What: Optimism for sales growth for its cancer drug Iclusig and the eventual FDA approval of brigatinib helped lift shares in Ariad Pharmaceuticals (NASDAQ: ARIA) 11.2% last month, according to S&P Global Market Intelligence.

So what: The maker of the $149,000 therapy for the treatment chronic myeloid leukemia (CML) and Philadelphia chromosome positive acute lymphoblastic leukemia (Ph+ ALL), two rare blood and bone marrow diseases, reports that sales of Iclusig totaled $112.5 million last year and $33.3 million last quarter.

Despite being temporarily removed from the market in 2013 because of safety concerns, Iclusig's sales have been growing steadily since its relaunch. Last year, sales increased 102% from 2014, when the drug was allowed back onto the market.

Although Iclusig's growth is impressive, its revenue still failed to offset growing operating expenses.

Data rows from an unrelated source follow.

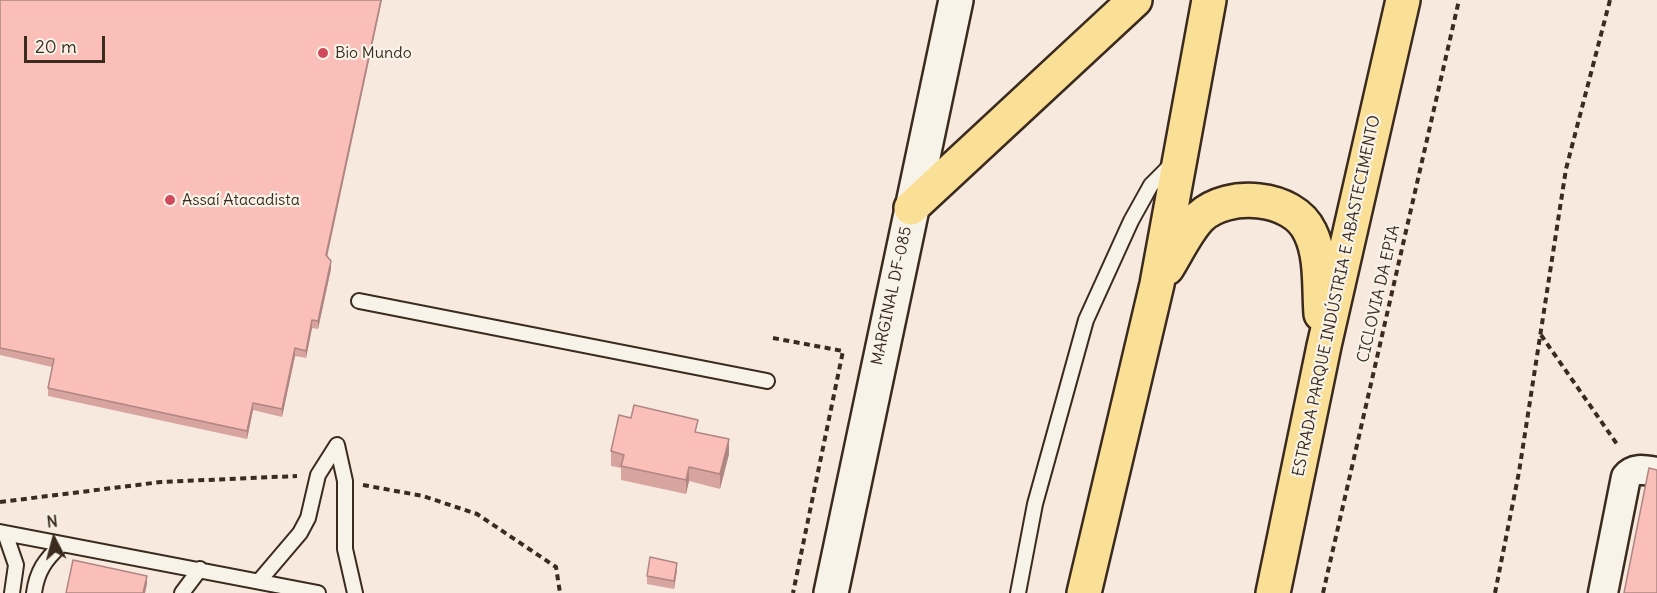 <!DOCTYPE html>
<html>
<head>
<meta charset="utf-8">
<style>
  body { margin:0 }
  #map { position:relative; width:1657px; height:593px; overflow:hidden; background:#f8e9df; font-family:Delius,sans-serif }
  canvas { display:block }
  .north { position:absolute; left:24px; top:509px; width:60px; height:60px; -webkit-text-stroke:4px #f7f3e8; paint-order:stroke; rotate:354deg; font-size:16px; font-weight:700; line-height:24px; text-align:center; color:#3b2a1e }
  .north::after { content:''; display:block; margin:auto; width:21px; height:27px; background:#3b2a1e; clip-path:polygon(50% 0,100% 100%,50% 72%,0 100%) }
  .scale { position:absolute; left:24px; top:36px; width:81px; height:27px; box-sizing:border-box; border:3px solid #3b2a1e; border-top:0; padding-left:8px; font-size:18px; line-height:21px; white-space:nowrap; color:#3b2a1e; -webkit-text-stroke:4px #f7f3e8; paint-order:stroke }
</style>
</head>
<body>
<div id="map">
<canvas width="1657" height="593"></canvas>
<div class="north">N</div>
<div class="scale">20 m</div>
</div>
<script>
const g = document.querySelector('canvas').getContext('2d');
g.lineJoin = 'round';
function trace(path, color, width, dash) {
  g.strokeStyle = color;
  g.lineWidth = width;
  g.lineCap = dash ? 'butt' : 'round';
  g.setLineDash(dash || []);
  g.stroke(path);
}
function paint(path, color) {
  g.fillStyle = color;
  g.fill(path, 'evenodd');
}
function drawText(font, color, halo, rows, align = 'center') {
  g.font = font + ' Delius,sans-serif';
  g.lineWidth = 4.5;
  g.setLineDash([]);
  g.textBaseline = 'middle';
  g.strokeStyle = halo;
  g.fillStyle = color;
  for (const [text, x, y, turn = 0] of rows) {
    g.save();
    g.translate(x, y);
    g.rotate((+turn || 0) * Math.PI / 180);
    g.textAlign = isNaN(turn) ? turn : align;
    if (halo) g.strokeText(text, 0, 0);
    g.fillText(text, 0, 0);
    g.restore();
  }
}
const lane = new Path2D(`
  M359 301 767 381
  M337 445 345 481V549L355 593
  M0 532 318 593
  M5 533 16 565 12 593
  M260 580 300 533 308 518 318 475 337 445
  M34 593C37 571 45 560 61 545
  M182 593 200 569
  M1018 593 1035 504 1086 320 1131 221 1151 185 1172 164`);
const street = new Path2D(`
  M1603 593 1626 477C1634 467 1645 470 1657 472`);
const secondary = new Path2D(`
  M831 593 956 0`);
const highway = new Path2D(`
  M911 208 1135 0
  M1167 268C1177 252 1187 230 1200 217 1227 191 1293 195 1310 232 1322 256 1319 288 1321 314
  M1084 593 1157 284 1209 0
  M1273 593 1324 346 1403 0`);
trace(lane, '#3b2a1e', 18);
trace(street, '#3b2a1e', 33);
trace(secondary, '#3b2a1e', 38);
trace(highway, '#3b2a1e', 38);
trace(new Path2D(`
  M1541 335 1619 447
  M773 338 843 351 793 593
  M363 485 423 496 477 514 556 567 560 593
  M0 502 161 482 297 476
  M1323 593 1459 0
  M1495 593 1519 472 1566 169 1610 0`), '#3b2a1e', 4, [6, 4.5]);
trace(lane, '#f7f3e8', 14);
trace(street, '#f7f3e8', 28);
trace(secondary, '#f7f3e8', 33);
trace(highway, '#fadf96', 33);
paint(new Path2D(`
  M0 0 327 256 331 269 318 329 312 328 306 358 295 356 282 417 253 410 247 439 48 396V388L52 367 0 355Z
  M698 432 729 454 720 489 689 481 686 494 621 480V468L611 466V451Z
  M677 570 674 589 647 584V576Z`), '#d8a49f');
paint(new Path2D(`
  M381 0H382L326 262V255Z
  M331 261V269L318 329V321Z
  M312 320V328L306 358V351Z
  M295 348V356L282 417V409Z
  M253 403V410L247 439V431Z
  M729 439V454L720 489V474Z
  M689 467V481L686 494V480Z
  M677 563V570L674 589V581Z
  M147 576V584L145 593H143Z`), '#b08682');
const building = new Path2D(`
  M0 0H381L326 255 331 261 318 321 312 320 306 351 295 348 282 409 253 403 247 431 48 388 54 359 0 348Z
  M634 405 698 420 695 432 729 439 720 474 689 467 686 480 621 466 624 455 611 451 619 415 631 418Z
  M1649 468 1657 470V593H1624Z
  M650 557 677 563 674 581 647 576Z
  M73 560 147 576 143 593H66Z`);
paint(building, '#fbbfb9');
trace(building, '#b08682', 1.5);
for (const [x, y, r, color] of [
  [323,53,6,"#d1495b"],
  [170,200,6,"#d1495b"]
]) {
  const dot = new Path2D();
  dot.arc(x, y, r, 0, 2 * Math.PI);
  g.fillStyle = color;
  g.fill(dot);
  trace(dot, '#f7f3e8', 2);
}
drawText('16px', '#3b2a1e', '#f7f3e8', [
  ["Bio Mundo",335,53],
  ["Assaí Atacadista",182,200]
], 'left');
drawText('16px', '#3b2a1e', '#f7f3e8', [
  ["CICLOVIA DA EPIA",1379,294,-77],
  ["MARGINAL DF-085",892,296,-78],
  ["ESTRADA PARQUE INDÚSTRIA E ABASTECIMENTO",1337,296,-78]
]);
</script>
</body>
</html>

Those costs grew to $336 million in 2015, up from $266 million in 2014, and as a result, Ariad Pharmaceuticals lost $231 million last year.

One reason behind Ariad Pharmaceuticals soaring expenses is brigatinib, a drug its developing for the treatment of ALK-positive non-small cell lung cancer, or ALK-NSCLC. In early stage trials, brigatinib delivered a 70% average patient objective response rate, and that has management thinking it may be able to put the drug in front of regulators for approval by the end of this year.

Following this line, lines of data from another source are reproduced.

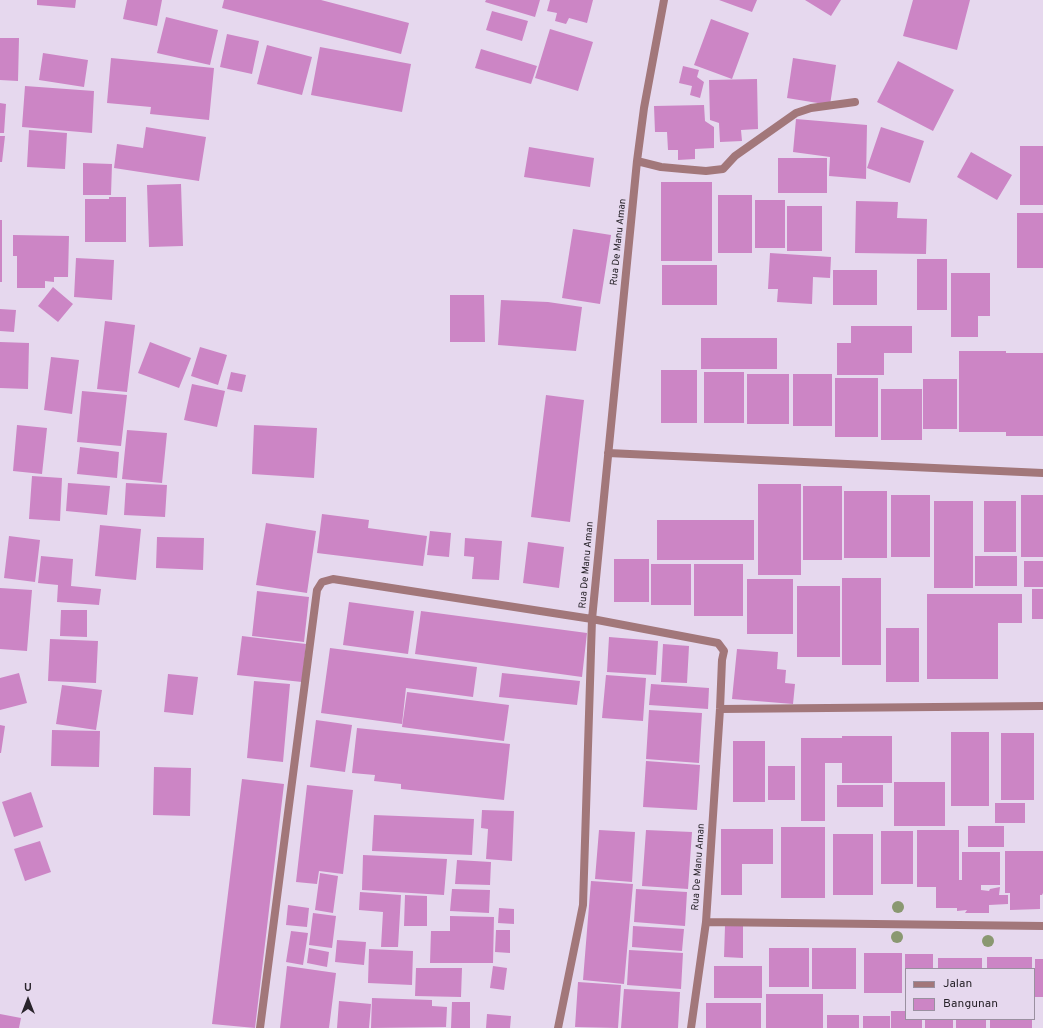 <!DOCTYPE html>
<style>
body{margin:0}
#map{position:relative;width:1043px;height:1028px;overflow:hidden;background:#e6d8ee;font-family:Overpass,sans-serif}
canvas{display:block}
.legend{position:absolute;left:905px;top:968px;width:130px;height:52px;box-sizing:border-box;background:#e6d8ee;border:1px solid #9a90a0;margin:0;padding:5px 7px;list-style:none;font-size:12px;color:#29242b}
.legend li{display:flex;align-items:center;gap:8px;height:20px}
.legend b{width:20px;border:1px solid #9a90a0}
.north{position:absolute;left:8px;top:980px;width:40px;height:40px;-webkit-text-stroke:3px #e6d8ee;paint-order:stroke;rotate:0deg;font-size:11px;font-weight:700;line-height:16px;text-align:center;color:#29242b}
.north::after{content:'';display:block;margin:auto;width:14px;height:18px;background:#29242b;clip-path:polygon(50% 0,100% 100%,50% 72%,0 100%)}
</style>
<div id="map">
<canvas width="1043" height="1028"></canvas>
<ul class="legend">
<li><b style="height:5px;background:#a2777a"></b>Jalan</li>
<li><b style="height:11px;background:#cc85c5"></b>Bangunan</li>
</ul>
<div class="north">U</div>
</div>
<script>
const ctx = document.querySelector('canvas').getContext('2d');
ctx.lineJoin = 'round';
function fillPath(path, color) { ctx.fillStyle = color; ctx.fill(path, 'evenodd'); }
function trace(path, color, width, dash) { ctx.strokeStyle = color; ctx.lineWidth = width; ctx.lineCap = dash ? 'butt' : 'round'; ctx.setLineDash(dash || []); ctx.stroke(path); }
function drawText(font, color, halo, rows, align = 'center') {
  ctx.font = font + ' Overpass,sans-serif'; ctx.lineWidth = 3; ctx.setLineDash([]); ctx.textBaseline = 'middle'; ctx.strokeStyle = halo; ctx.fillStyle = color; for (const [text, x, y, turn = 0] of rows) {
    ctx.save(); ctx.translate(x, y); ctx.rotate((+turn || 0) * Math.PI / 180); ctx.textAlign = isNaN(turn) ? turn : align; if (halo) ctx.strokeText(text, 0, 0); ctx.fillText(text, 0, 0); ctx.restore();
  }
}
fillPath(new Path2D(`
 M37 0H76L75 8 37 5Z
 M127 0H162L157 26 123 19Z
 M224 0H321L409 23 401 54 222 8Z
 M486 0H540L535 17 485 2Z
 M550 0H593L587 23 569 18 566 24 555 21 557 13 547 11Z
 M719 0H757L752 12Z
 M805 0H841L831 16Z
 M913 0H970L957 50 903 36Z
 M492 11 528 21 522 41 486 30Z
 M166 17 218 30 210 65 157 53Z
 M711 19 749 33 732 79 694 65Z
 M550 29 593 42 578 91 535 78Z
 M227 34 259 41 252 74 220 67Z
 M0 38H19L18 81 0 80Z
 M267 45 312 57 302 95 257 84Z
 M320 47 411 64 402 112 311 95Z
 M481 49 537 66 531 84 475 68Z
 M43 53 88 60 84 87 39 80Z
 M111 58 214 68 209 120 150 114 151 107 107 103Z
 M793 58 836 65 830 105 787 98Z
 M898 61 954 90 933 131 877 102Z
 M683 66 699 70 697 77 704 82 700 98 690 95 692 86 679 83Z
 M757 79 758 129 741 130 742 141 720 142 719 123 710 120 709 80Z
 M25 86 94 91 92 133 22 127Z
 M0 103 6 104 4 133H0Z
 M704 105 705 121 714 127V148L695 149V159L678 160V150H668L667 132H655L654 106Z
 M796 119 867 125 866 179 829 176 830 157 793 152Z
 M146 127 206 137 199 181 114 168 117 144 143 148Z
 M881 127 924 141 910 183 867 168Z
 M29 130 67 133 65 169 27 167Z
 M0 136H5L2 162H0Z
 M1020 146H1043V205H1020Z
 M529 147 594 158 590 187 524 177Z
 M971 152 1012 175 997 200 957 177Z
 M778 158H827V193H778Z
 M83 163 112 164 111 195H83Z
 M661 182H712V261H661Z
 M181 184 183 246 149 247 147 185Z
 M718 195H752V253H718Z
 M109 197H126V242H85V199H109Z
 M755 200H785V248H755Z
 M856 201 898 202 897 218 927 219 926 254 855 253Z
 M787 206H822V251H787Z
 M1017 213H1043V268H1017Z
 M0 220H2V282H0Z
 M573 229 611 235 600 304 562 298Z
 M13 235 69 236 68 277H54V282L45 281V288H17V256H13Z
 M770 253 831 257 830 278 813 277 812 304 777 302 778 289H768Z
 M76 258 114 260 112 300 74 297Z
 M917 259H947V310H917Z
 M662 265H717V305H662Z
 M833 270H877V305H833Z
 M951 273H990V316H978V337H951Z
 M53 287 73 304 58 322 38 306Z
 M450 295H484L485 342H450Z
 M501 300 548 302 582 307 576 351 498 345Z
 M0 309 16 310 14 332 0 331Z
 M105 321 135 325 127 392 97 389Z
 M851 326H912V353H884V375H837V343H851Z
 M701 338H777V369H701Z
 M0 342 29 343 28 389 0 388Z
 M150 342 191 358 179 388 138 373Z
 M200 347 227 355 218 385 191 376Z
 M959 351H1006V353H1043V436H1006V432H959Z
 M51 357 79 360 72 414 44 410Z
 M661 370H697V423H661Z
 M231 372 246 375 242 392 227 389Z
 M704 372H744V423H704Z
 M747 374H789V424H747Z
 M793 374H832V426H793Z
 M835 378H878V437H835Z
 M923 379H957V429H923Z
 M192 384 225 391 217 427 184 420Z
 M881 389H922V440H881Z
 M82 391 127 395 121 446 77 442Z
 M546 395 584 400 570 522 531 517Z
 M17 425 47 428 42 474 13 471Z
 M254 425 317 428 314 478 252 474Z
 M127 430 167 433 162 483 122 479Z
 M80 447 119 452 117 478 77 474Z
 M32 476 62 478 60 521 29 519Z
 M68 483 110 486 107 515 66 511Z
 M126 483 167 485 165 517 124 515Z
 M758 484H801V575H758Z
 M803 486H842V560H803Z
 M844 491H887V558H844Z
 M891 495H930V557H891Z
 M1021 495H1043V557H1021Z
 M934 501H973V588H934Z
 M984 501H1016V552H984Z
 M322 514 369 520 368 528 427 536 423 566 317 553Z
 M657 520H754V560H657Z
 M266 523 316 531 307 593 256 585Z
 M100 525 141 529 136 580 95 576Z
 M430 531 451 533 449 557 427 555Z
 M9 536 40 540 35 582 4 578Z
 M157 537 204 538 203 570 156 568Z
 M465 538 502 541 499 580 472 579 474 557 464 556Z
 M528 542 564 547 559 588 523 583Z
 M41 556 73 559 71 586 101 589 99 605 57 602 58 585 38 583Z
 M975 556H1017V586H975Z
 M614 559H649V602H614Z
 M1024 561H1043V587H1024Z
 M651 564H691V605H651Z
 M694 564H743V616H694Z
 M842 578H881V665H842Z
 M747 579H793V634H747Z
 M797 586H840V657H797Z
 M0 588 32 590 27 651 0 649Z
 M1032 589H1043V619H1032Z
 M257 591 309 597 304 642 252 636Z
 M927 594H1022V623H998V679H927Z
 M349 602 414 611 408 654 343 645Z
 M61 610H87V637L60 636Z
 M421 611 587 633 582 677 415 654Z
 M886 628H919V682H886Z
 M242 636 306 644 302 682 237 675Z
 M609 637 658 641 656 675 607 672Z
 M50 639 98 641 96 683 48 681Z
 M663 644 689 646 687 683 661 682Z
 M330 648 477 667 473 697 406 688 402 724 321 713Z
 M737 649 778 652 777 669 786 670 785 683 795 684 793 704 732 699Z
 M19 673 27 703 0 710V678Z
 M502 673 580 681 577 705 499 697Z
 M168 674 198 677 193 715 164 712Z
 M606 675 646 678 643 721 602 718Z
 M254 681 290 684 283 762 247 758Z
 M651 684 709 688 708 709 649 705Z
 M62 685 102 690 96 730 56 724Z
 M407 692 509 705 504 741 402 727Z
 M649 710 702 713 699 763 646 759Z
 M316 720 352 725 345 772 310 767Z
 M0 725 5 726 1 753H0Z
 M357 728 510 744 504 800 401 789V784L374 781 375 775 352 773Z
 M52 730 100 731 99 767 51 766Z
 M951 732H989V806H951Z
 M1001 733H1034V800H1001Z
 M842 736H892V783H842V763H825V821H801V738H842Z
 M733 741H765V802H733Z
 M646 761 700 765 697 810 643 807Z
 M768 766H795V800H768Z
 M154 767 191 768 190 816 153 815Z
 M242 779 284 784 255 1028 212 1024Z
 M894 782H945V826H894Z
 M307 785 353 790 343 874 319 871 317 884 296 882Z
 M837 785H883V807H837Z
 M31 792 43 827 14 837 2 802Z
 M995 803H1025V823H995Z
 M482 810 514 811 512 861 486 859 488 829 481 828Z
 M374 815 474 819 472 855 372 851Z
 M968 826H1004V847H968Z
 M781 827H825V898H781Z
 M721 829H773V864H742V895H721Z
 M599 830 635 832 632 882 595 879Z
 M646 830 692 832 688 889 642 886Z
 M917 830H959V880H962V852H1000V885H981V890L989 891 990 889 1000 887 999 895H1008V904L989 905V913H965L967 910 957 911V908H936V887H917Z
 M881 831H913V884H881Z
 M833 834H873V895H833Z
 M40 841 51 872 25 881 14 849Z
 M1005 851H1043V893L1042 895H1040V909L1010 910V893H1005Z
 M363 855 447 859 444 895 362 890Z
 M457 860 491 862 490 885 455 884Z
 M320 873 338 876 333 913 315 910Z
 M591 881 633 884 624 984 583 980Z
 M452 889 490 890 489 913 450 911Z
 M636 889 687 892 685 926 634 922Z
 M360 892 401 895 398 947H381L383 912 359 910Z
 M405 895 427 896V926H404Z
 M288 905 309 908 307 927 286 925Z
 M499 908 514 909V924L498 923Z
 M313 913 336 916 332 948 309 945Z
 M450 916 494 917 493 963H430L431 931H450Z
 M633 926 684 929 682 951 632 947Z
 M725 926H743V958L724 957Z
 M496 930H510V953L495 952Z
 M291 931 308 933 303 965 286 962Z
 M337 940 366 942 364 965 335 962Z
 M309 948 329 952 327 967 307 963Z
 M769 948H809V987H769Z
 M812 948H856V989H812Z
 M369 949 413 951 412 985 368 983Z
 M629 950 683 953 681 989 627 985Z
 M864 953H902V993H864Z
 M905 954H933V969H905Z
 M987 957H1032V969H987Z
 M938 958H982V969H938Z
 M1035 959H1043V997H1035Z
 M287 966 336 973 329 1028H280Z
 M493 966 507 968 504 990 490 988Z
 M714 966H762V998H714Z
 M416 968H462L461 997 415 996Z
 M578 982 621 985 618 1028 575 1027Z
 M624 989 680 992 678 1028H621Z
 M766 994H823V1028H766Z
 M372 998 432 1000V1006L447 1007 446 1027 371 1028Z
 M339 1001 371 1004 369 1028H337Z
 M452 1002H470V1028H451Z
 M706 1003H761V1028H706Z
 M891 1011H906V1019H922V1028H891Z
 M0 1014 21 1018 19 1028H0Z
 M487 1014 511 1016 510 1028H486Z
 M827 1015H859V1028H827Z
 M863 1016H890V1028H863Z
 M956 1019H986V1028H956Z
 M990 1019H1032V1028H990Z
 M925 1020H953V1028H925Z`), '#cc85c5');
trace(new Path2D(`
 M664 0 644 108 637 161 592 619 718 643 724 651 722 660 720 709 706 922 691 1028
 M637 161 661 167 683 169 706 171 723 169 735 156 796 113 811 108 855 102
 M608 453 1043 473
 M720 709 1043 706
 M706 922 1043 926
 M260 1028 317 590 322 582 333 579 592 619 583 905 558 1028`), '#a2777a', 8);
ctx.fillStyle = '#8a9871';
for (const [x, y] of [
 [898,907],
 [897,937],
 [988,941]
]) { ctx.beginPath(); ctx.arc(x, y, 6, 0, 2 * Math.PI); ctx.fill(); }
drawText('10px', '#29242b', '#e6d8ee', [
 ["Rua De Manu Aman",619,242,-84],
 ["Rua De Manu Aman",587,565,-85],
 ["Rua De Manu Aman",699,867,-86]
]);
</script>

Now what: A risk of dangerous blood clots means that Iclusig use will likely remain limited to higher risk patients, crimping its peak sales potential. While the $112.5 million in sales last year is good, I'm a bit concerned that Iclusig sales annualized out at a $133.2 million pace last quarter. That could indicate that Iclusig's growth is decelerating. That worry is amplified by the fact that full year sales of Iclusig were shy of management's $130 million forecast last summer.

Obviously, a brigatinib approval would give the company a welcome source of new revenue that could accelerate it toward profitability (I'm sure a good deal of the pop in Ariad Pharmaceuticals' share price last month is tied to that potential), but investors may not want to get the proverbial cart too far in front of the horse. After all, cancer drugs can -- and often do -- fizzle out during clinical trials.

Overall, Ariad Pharmaceuticals is projecting Iclusig sales of $190 million this year, but that still won't be enough to cover its expenses. Therefore, given brigatinib success is uncertain and the company already has a market cap of $1.2 billion, I think shares are pretty fully valued here and because of that, investors might want to focus their attention elsewhere until we get more insight on brigatinib's efficacy.